Más allá de los 50 metros, el helio reemplaza al nitrógeno como gas diluyente porque no produce efecto narcótico a las presiones de buceo.[s] La menor solubilidad lipídica del helio explica esta diferencia. La contrapartida: el helio impone una mayor carga de descompresión que el nitrógeno.
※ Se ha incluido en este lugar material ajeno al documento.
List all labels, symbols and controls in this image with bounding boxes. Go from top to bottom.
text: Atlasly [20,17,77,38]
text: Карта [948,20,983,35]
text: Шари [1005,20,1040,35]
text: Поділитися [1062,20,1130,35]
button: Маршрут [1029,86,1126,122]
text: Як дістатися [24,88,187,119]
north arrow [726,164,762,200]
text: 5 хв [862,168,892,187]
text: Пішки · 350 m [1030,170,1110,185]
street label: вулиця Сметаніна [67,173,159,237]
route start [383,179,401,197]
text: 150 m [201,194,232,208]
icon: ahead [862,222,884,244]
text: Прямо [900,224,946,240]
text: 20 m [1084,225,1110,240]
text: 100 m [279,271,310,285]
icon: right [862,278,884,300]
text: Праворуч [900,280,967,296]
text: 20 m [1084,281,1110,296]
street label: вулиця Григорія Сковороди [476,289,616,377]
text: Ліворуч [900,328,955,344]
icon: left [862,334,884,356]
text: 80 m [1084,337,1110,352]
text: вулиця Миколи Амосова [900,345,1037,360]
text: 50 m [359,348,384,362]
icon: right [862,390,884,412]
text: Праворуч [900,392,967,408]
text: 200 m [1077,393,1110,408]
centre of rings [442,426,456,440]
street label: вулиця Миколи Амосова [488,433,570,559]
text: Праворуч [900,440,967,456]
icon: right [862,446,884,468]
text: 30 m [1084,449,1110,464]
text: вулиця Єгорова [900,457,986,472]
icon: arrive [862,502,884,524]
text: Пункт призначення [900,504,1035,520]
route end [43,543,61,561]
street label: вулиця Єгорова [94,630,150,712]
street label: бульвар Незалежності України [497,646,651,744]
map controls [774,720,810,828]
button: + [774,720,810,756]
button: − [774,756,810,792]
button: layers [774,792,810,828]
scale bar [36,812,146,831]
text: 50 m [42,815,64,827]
La hipoxia inducida por el ascenso presenta un peligro único para los buceadores en apnea. La presión parcial de oxígeno suficiente para mantener la conciencia en profundidad se vuelve insuficiente a medida que disminuye la presión ambiente durante el ascenso, provocando un desmayo en aguas poco profundas.[s]
La ventana de presión
La fisiología de la presión extrema revela que los seres humanos ocupamos un estrecho rango funcional. La cascada de transporte de oxígeno, desde el aire inspirado hasta las mitocondrias, depende de los gradientes de presión en cada paso. La capacidad de difusión pulmonar aumenta hasta los 5.500 metros y luego disminuye hacia las altitudes del Everest, mientras que la capacidad de difusión muscular alcanza su punto máximo a 3.500 metros y luego desciende.[s] Estos límites definen el margen dentro del cual la fisiología humana puede compensar la variación de la presión ambiental.